→ **YOUR OBJECTIVE**
Nothing may be dropped or added when the entries below are copied.

Top of RECORD EXCERPTS

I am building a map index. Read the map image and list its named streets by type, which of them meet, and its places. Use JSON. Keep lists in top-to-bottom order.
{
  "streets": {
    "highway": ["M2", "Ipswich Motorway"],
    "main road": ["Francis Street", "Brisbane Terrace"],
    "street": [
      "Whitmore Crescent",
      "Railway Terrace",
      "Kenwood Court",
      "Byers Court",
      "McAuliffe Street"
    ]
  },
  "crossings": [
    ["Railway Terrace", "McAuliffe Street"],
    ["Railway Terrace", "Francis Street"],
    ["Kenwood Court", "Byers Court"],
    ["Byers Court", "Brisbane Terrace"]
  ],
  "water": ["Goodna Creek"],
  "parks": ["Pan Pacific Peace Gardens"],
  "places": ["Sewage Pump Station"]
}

Bottom of RECORD EXCERPTS

→ **EXERCISE RESULT**
I am building a map index. Read the map image and list its named streets by type, which of them meet, and its places. Use JSON. Keep lists in top-to-bottom order.
{
  "streets": {
    "highway": ["M2", "Ipswich Motorway"],
    "main road": ["Francis Street", "Brisbane Terrace"],
    "street": [
      "Whitmore Crescent",
      "Railway Terrace",
      "Kenwood Court",
      "Byers Court",
      "McAuliffe Street"
    ]
  },
  "crossings": [
    ["Railway Terrace", "McAuliffe Street"],
    ["Railway Terrace", "Francis Street"],
    ["Kenwood Court", "Byers Court"],
    ["Byers Court", "Brisbane Terrace"]
  ],
  "water": ["Goodna Creek"],
  "parks": ["Pan Pacific Peace Gardens"],
  "places": ["Sewage Pump Station"]
}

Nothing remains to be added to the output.